Segundo Alencar, não houve atos adotados em desacordo com a Constituição Federal nos aspectos de abertura de créditos, regra de ouro ou teto dos gastos públicos, ressaltando o fato que o ano passado abriu-se exceções na execução orçamentária em razão da pandemia de coronavírus.

“Em que pese as dificuldades advindas da situação de calamidade pública, não foram evidenciados atos em desacordo com a Constituição Federal no que tange a abertura de créditos adicionais, a aplicação mínima de recursos em manutenção e desenvolvimento do ensino e em ações e em serviços públicos de saúde, execução de despesas decorrentes de emendas parlamentares individuais e de bancada, regra de ouro das finanças públicas e tetos dos gastos fixados através da emenda constitucional 95 de 2016”, disse.

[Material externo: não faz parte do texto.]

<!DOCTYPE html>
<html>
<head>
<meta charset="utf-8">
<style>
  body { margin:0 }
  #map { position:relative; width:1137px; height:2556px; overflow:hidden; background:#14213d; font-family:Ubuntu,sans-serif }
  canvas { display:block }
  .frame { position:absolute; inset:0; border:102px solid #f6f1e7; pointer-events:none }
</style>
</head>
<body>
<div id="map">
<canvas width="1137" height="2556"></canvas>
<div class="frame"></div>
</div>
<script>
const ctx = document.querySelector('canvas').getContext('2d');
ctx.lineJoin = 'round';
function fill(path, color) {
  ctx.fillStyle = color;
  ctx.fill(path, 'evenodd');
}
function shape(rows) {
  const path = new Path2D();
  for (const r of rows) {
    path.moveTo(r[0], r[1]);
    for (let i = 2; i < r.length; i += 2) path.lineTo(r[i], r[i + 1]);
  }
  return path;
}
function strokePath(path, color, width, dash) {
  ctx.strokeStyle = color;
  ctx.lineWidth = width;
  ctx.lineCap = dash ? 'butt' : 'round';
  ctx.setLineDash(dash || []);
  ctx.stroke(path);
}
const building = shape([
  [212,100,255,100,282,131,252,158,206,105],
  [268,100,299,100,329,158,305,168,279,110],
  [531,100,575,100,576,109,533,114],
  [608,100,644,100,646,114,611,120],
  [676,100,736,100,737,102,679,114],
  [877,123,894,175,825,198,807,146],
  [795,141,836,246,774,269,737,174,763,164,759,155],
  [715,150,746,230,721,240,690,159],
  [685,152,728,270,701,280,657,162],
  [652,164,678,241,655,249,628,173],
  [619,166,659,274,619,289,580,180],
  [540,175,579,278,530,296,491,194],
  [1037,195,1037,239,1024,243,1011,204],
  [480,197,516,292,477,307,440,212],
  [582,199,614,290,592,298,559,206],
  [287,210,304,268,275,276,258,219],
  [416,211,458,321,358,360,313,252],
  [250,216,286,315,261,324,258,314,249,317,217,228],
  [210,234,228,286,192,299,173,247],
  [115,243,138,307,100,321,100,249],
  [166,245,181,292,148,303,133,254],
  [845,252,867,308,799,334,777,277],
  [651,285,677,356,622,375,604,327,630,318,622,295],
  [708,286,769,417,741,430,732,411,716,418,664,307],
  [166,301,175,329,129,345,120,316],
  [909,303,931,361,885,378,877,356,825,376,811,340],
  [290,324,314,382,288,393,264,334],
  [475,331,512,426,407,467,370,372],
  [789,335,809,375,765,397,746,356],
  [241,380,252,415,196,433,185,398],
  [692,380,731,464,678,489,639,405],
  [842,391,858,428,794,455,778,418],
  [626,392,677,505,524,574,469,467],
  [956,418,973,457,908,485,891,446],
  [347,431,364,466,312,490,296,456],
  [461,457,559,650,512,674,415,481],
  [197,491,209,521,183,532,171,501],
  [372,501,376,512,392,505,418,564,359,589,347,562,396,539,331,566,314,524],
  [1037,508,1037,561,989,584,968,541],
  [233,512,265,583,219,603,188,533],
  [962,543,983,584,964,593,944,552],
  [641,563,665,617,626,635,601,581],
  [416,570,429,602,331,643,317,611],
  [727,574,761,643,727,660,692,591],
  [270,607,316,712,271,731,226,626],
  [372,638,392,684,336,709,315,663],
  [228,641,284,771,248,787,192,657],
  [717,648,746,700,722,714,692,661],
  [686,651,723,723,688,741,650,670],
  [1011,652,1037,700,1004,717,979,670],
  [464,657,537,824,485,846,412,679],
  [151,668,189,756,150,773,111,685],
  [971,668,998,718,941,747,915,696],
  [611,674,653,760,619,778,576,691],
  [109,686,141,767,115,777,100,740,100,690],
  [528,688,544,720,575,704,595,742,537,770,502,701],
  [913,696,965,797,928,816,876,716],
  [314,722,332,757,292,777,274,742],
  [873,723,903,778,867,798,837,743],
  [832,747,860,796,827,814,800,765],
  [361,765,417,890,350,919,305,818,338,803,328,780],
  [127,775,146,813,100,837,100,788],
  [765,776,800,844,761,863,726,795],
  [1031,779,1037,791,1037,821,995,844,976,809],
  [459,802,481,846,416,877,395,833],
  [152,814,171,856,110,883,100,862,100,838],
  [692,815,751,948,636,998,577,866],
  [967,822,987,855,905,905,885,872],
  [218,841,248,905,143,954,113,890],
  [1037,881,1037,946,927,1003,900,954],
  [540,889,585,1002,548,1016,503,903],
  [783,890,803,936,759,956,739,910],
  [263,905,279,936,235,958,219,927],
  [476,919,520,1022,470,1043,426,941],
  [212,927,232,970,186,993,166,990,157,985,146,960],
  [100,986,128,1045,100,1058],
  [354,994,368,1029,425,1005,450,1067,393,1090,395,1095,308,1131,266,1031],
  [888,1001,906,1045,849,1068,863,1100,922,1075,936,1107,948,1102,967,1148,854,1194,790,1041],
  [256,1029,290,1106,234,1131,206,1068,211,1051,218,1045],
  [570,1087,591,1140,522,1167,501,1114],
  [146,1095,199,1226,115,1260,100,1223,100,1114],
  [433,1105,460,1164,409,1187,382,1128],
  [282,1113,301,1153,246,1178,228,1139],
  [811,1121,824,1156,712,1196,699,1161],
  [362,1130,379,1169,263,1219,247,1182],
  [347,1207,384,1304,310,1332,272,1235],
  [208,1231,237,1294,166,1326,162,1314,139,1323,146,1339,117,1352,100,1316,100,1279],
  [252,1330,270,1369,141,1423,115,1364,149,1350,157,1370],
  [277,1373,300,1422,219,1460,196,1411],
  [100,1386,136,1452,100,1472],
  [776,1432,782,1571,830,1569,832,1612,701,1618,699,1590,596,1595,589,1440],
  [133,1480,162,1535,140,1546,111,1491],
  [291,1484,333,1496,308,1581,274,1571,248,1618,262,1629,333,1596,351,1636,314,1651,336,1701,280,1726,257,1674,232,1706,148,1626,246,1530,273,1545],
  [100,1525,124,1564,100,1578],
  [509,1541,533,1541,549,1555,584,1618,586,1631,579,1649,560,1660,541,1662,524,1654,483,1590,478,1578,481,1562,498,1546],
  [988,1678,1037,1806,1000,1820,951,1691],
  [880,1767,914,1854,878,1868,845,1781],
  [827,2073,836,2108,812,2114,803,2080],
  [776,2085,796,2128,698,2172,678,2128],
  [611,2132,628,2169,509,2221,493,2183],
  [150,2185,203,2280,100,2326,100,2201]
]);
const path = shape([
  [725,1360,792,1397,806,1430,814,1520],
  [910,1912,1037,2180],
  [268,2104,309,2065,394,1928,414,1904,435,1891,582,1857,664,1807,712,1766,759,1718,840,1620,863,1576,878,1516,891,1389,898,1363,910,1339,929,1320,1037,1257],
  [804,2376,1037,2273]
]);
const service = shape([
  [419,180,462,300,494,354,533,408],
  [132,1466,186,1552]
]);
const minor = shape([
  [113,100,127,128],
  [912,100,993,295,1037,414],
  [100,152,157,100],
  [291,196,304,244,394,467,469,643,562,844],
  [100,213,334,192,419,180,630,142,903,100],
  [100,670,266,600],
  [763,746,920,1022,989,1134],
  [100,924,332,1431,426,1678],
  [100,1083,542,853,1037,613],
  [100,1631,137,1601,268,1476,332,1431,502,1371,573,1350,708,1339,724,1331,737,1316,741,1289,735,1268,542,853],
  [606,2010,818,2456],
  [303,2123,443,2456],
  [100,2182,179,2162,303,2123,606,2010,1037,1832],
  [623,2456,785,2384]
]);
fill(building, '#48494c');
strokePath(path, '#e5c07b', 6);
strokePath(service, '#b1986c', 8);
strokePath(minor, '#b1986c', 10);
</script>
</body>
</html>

O ministro do TCU afirmou também que não foram observadas irregularidades em relação à regularidade da análise financeira e orçamentária do governo no exercício de 2020.

Alencar disse que, em razão da dispensa das metas fiscais por causa da pandemia, houve a flexibilização do cumprimento do déficit primário para 2020, que originalmente seria de 118 bilhões de reais. Destacou que houve queda do PIB de 4,1%, o que resultou em forte queda de arrecadação, mas ao mesmo tempo houve um forte aumento de despesas para fazer o enfrentamento da crise sanitária.

O relator do TCU ressaltou que essa situação extraordinária vai exigir um esforço dos gestores públicos nos próximos anos.